Does this mean that we have a 5% chance that the identification is incorrect, which should mean that we have a 95% chance of having identified the correct sequence? and how does this related if we have multiple results with equal or similar p values?
A1. No it does not mean that there is 5% chance that the identification is incorrect. It means that if we repeat the experiment 20 times you would find on average one experiment with as good, or better, identification score, despite the identification is incorrect in all your experiments.
A2. It means that you - as the researcher - have set a threshold of 5%, where if the probability that the protein identification by the partial sequencing was made by pure chance was 5% or higher, then the identification is incorrect/non-significant. Many scientists that falsify data, usually choose to raise the threshold value to confirm the significance of their - incorrect/random - results.
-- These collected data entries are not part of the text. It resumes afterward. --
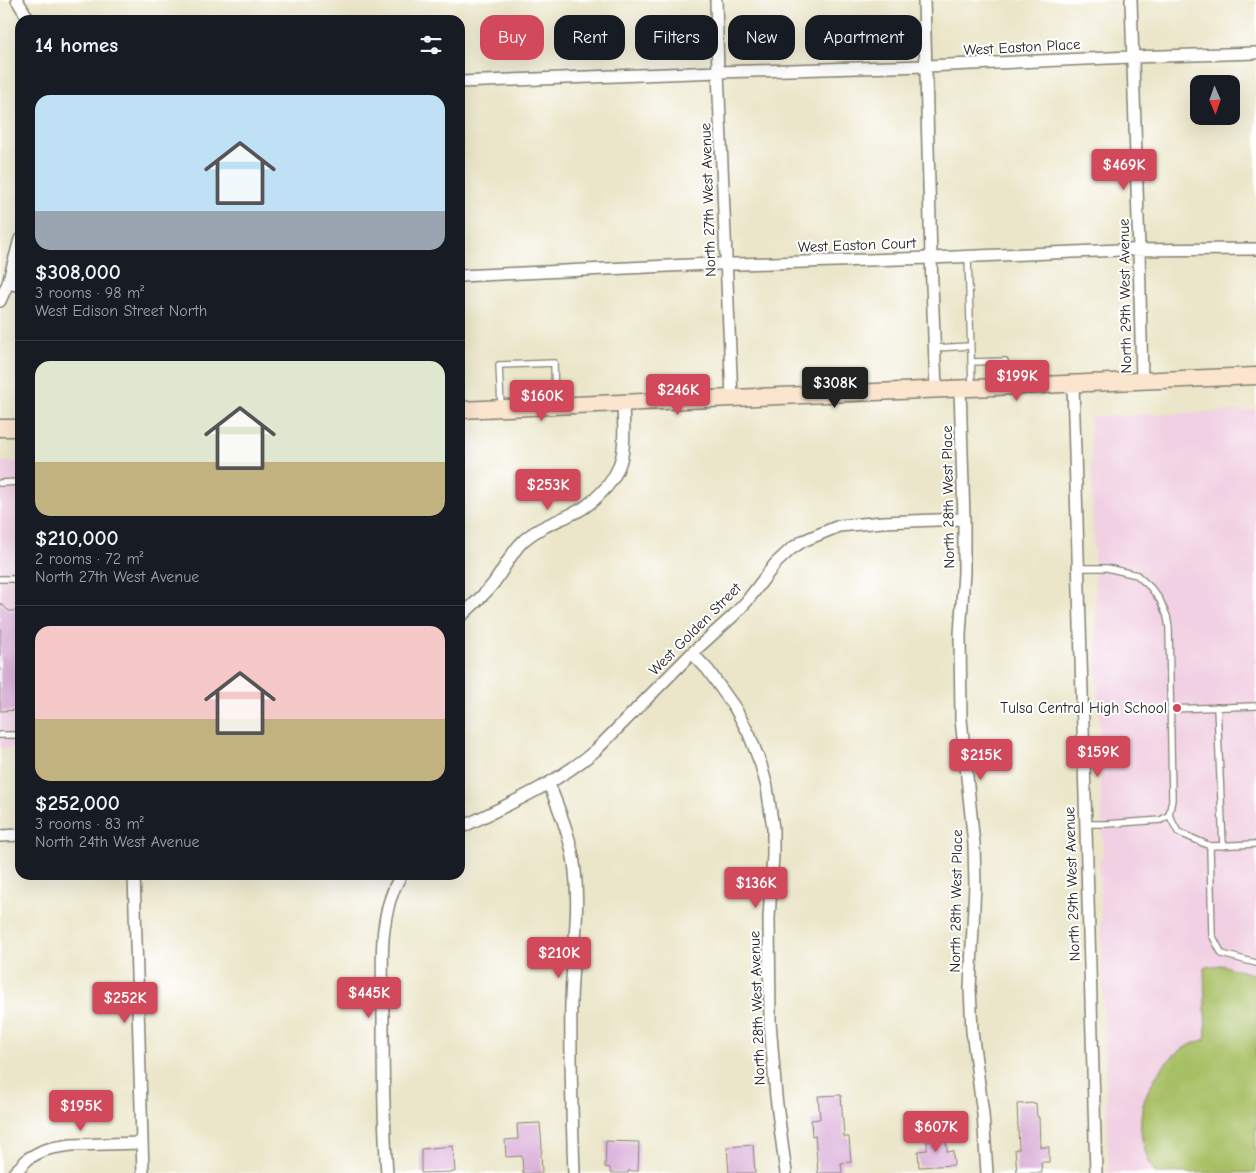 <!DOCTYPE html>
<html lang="en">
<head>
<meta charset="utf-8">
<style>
	body { margin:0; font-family:"Comic Neue",sans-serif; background:#242831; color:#f1f3f6; height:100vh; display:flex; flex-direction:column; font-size:19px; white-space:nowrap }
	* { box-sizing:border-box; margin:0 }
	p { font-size:16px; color:#9ea1a6 }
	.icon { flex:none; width:28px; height:28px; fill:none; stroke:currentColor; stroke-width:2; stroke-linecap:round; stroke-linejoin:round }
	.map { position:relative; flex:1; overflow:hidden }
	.details { position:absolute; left:15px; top:15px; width:450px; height:865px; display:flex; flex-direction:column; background:#171b24; border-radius:15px; box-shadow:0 5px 20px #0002 }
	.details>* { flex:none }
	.guide { position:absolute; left:480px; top:15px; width:475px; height:45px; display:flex; gap:10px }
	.needle { width:32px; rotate:178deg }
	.fabs { position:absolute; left:1190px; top:75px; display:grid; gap:10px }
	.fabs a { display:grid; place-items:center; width:50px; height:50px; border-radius:10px; background:#171b24; box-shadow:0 5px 20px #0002; font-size:25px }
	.price { position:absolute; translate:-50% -42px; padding:0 11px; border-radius:5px; background:#d1495b; color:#fff; font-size:16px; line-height:32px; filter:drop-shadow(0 1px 2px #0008) }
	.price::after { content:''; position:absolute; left:50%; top:30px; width:15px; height:11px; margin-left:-8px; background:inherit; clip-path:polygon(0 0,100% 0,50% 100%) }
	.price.selected { background:#222; color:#fff }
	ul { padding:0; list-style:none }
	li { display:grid; align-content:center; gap:10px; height:265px; padding:0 20px }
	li+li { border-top:1px solid #363941 }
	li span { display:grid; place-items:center; height:155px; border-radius:15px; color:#555 }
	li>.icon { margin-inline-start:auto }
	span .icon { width:90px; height:90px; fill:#fffc; stroke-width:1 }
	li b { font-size:21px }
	h2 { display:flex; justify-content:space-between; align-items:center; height:60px; padding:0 20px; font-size:21px }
	.chip { padding:0 18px; border-radius:15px; background:#171b24; box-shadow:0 5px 20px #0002; font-size:18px; line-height:45px }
	.chip.selected { background:#d1495b; color:#fff }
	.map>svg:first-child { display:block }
</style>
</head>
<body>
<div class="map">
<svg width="1256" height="1173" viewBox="0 0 1256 1173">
	<rect width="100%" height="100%" fill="#fff"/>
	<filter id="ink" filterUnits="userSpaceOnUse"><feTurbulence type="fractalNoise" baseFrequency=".02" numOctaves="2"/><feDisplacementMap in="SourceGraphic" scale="10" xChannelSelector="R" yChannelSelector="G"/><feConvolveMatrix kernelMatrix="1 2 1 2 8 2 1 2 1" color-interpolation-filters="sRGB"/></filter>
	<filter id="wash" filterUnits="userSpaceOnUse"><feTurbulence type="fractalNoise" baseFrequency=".0096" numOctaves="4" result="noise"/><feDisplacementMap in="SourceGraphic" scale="20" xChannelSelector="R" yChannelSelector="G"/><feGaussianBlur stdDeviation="1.12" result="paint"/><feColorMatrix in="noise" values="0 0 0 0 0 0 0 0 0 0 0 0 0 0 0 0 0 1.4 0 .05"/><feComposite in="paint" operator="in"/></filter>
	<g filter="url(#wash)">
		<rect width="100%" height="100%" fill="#ebe6c9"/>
		<!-- built -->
		<path fill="#f1d0e3" d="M1256 410V1173H1109L1099 860 1103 859 1090 417Z
			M0 462H20V748H0Z"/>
		<!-- green -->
		<path fill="#a8c065" stroke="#626e40" d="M1221 965 1256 975V1173H1155C1137 1141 1135 1109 1155 1078 1162 1066 1173 1055 1184 1048 1191 1044 1199 1041 1206 1039L1204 967Z"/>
		<g id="blocks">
			<!-- building -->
			<path fill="#dcb1da" d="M0 603 9 611H20V710L0 711Z
				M841 1095 844 1137H849L851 1162 841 1163 842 1173H818L815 1135 812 1136 811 1120 820 1119 818 1096Z
				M1036 1103 1037 1117H1039L1040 1147H1049V1162H1041L1042 1173H1017L1015 1149H1019L1017 1104Z
				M540 1123 542 1147 541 1155 542 1173H523L522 1156 506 1157 505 1140 518 1139 517 1124Z
				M946 1136 947 1152 953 1151 954 1165 919 1167 918 1151 927 1150V1137Z
				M606 1141 639 1142 638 1171H628V1173H610V1168L605 1167Z
				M753 1145 755 1173H729L727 1147Z
				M453 1146 455 1172 421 1173V1149Z"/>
		</g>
	</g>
	<g filter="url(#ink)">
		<use href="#blocks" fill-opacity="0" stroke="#848172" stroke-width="1"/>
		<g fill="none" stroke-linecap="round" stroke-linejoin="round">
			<defs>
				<path id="lane" d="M968 256 972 386
					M935 348 970 346
					M971 362 1005 361
					M501 406 499 365 554 363 555 404
					M0 483 20 482
					M1079 568H1107L1137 575 1151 588 1160 600 1167 616 1169 628 1172 800 1169 815 1161 820 1107 824H1086
					M0 579H20
					M1217 707 1223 846
					M1170 709 1256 706
					M0 735H20
					M1169 815 1178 832 1210 846 1256 844
					M1210 846 1212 935 1222 954 1256 963"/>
				<path id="street" d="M17 0 29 20
					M716 0 718 72 732 398
					M924 0 931 258 936 389
					M1131 0 1139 250 1142 381
					M460 82 718 72 926 66 1132 57 1256 53
					M460 276 710 264H738L931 258 1120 250 1256 249
					M8 283 20 286
					M0 301 8 283 20 239
					M1073 384 1096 1173
					M960 388 964 519V572L960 635 961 719 974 844 975 885 970 989 972 1031 983 1114 987 1173
					M460 617C471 607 483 596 493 584 503 571 510 555 521 543 536 528 556 522 574 513 584 509 592 502 599 495 629 467 624 440 623 403
					M692 653 708 670 735 708 749 734 761 765 767 787 773 828V855L769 918 770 1022 776 1097 786 1173
					M549 784C560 812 572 840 575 871 580 914 572 958 571 1001 570 1059 572 1116 574 1173
					M460 828C507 805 556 784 596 750L692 653 733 616 747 601 775 564 791 549 803 541 839 526 883 522 964 519
					M0 836 20 835
					M134 875 143 1173
					M14 1173 29 1158 42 1151 52 1148 71 1145 142 1143
					M387 1173C383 1121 383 1069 383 1017 383 970 376 917 401 875"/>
				<path id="secondary" d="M460 410 732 398 1256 376
					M0 428H20"/>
			</defs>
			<!-- lane casing -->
			<use href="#lane" stroke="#848172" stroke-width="8"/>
			<!-- street casing -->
			<use href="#street" stroke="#848172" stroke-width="14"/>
			<!-- secondary casing -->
			<use href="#secondary" stroke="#848172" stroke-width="19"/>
			<!-- lane -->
			<use href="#lane" stroke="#fff" stroke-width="5.5"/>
			<!-- street -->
			<use href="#street" stroke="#fff" stroke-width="11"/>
			<!-- secondary -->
			<use href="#secondary" stroke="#fce5cf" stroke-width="16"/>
		</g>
	</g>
	<!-- markers -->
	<circle fill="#d1495b" stroke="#fff" stroke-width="2" cx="1177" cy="708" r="5"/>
	<g text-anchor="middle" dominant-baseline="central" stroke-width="4" stroke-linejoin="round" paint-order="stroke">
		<!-- street labels -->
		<g font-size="15" fill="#1c1c1c" stroke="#fff">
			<text transform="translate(1022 47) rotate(-3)">West Easton Place</text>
			<text transform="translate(708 200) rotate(-92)">North 27th West Avenue</text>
			<text transform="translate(857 245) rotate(-2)">West Easton Court</text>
			<text transform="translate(1125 296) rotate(-91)">North 29th West Avenue</text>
			<text transform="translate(948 497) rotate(-91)">North 28th West Place</text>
			<text transform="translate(695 629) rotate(-45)">West Golden Street</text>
			<text transform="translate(1072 884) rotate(-92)">North 29th West Avenue</text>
			<text transform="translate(956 901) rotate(-89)">North 28th West Place</text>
			<text transform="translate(757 1008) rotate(-92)">North 28th West Avenue</text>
		</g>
		<!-- poi labels -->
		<g font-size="15" fill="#1c1c1c" stroke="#fff" text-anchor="end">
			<text x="1167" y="708">Tulsa Central High School</text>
		</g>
	</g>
</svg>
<div class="fabs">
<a><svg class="needle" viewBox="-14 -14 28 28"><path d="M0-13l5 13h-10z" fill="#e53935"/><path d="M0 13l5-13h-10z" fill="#9ea1a6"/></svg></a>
</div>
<b class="price" style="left:1124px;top:191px">$469K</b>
<b class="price" style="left:1017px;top:402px">$199K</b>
<b class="price selected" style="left:835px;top:409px">$308K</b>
<b class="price" style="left:678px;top:416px">$246K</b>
<b class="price" style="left:542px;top:422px">$160K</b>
<b class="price" style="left:548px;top:511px">$253K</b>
<b class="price" style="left:1098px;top:778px">$159K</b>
<b class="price" style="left:981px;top:781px">$215K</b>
<b class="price" style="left:756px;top:909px">$136K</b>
<b class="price" style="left:559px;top:979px">$210K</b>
<b class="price" style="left:369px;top:1019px">$445K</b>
<b class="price" style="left:125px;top:1024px">$252K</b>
<b class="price" style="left:81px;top:1132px">$195K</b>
<b class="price" style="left:936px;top:1153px">$607K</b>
<div class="guide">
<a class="chip selected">Buy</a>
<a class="chip">Rent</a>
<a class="chip">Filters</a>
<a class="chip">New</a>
<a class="chip">Apartment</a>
</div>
<section class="details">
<h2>14 homes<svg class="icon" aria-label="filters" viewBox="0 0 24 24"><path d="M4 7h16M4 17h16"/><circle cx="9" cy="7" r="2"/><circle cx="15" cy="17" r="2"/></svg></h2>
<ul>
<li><span style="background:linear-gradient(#bfe0f5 75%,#9aa5b1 0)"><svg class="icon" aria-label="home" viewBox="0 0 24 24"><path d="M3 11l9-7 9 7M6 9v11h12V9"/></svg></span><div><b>$308,000</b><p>3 rooms · 98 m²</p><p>West Edison Street North</p></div></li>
<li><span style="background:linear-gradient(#dfe7d0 65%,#c2b280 0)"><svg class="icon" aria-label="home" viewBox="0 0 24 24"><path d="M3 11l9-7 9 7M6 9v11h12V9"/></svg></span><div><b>$210,000</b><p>2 rooms · 72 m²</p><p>North 27th West Avenue</p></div></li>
<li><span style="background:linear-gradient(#f6c9c9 60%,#c2b280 0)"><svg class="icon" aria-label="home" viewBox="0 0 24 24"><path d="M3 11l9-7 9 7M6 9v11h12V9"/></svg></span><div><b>$252,000</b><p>3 rooms · 83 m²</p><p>North 24th West Avenue</p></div></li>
</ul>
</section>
</div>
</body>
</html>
It does not mean, however that there is a 95% chance that the protein identification by the partial sequencing was true, because the p-value is used only for the null-hypothesis and - just like confidence interval - does not take into account the type I and type II errors.
- Q: When you pick a value for your significance level, what should your approach be? How do you know which value is most suitable for your hypothesis? Why are 0,05 and 0,01 the most common ones?
There is no real reason other than convention.
Q: When to use one-tailed p value and when two-tailed p value?
For instance if you are interested in the differential expression between two samples, you usually want to know only when a gene is expressed at different levels, without considering whether it is over-expressed or under-expressed. In this example the significant "over-expression outcomes" (i.e. when the average difference is positive) would fall in the extreme right of the distribution, while the significant "under-expression outcomes" (i.e. when the average difference is negative) would fall in the extreme left of the distribution. Since you're interested in both the types of outcomes, you collectively consider them using the two-sided p value. If you, for some reason only are interested in testing under or over-expression, you are free to use the more sensitive one-sided p value. Here is a wikipedia entry on the topic.
- Q: Like other statistical based sciences, biology is struggling with p hacking and a replicate crisis. How is p hacking performed (just out of curiosity) and how can it be revealed and identified?
A: This cartoon (and it's explanation) explores the problem: XKCD, we will explore this topic further in the lecture on Multiple hypothesis testing.
- Q: Why do we need null hypothesis, why cannot analysis whether or not the data fit the alternative hypothesis directly? If we calculate P(data|H1), and compared with significance level, can we get result to reject H1 or fail to reject H1?
A: The problem is that we know very little of H1. Under a typical H1 the difference in mean can take any value except for zero. This is why one one at least historically could not model probilities related to H1. H0 on the other hand, asumes a fix value of the difference in mean, e.g. 0, which enables us to estimate the distribution of measurement errors around that value.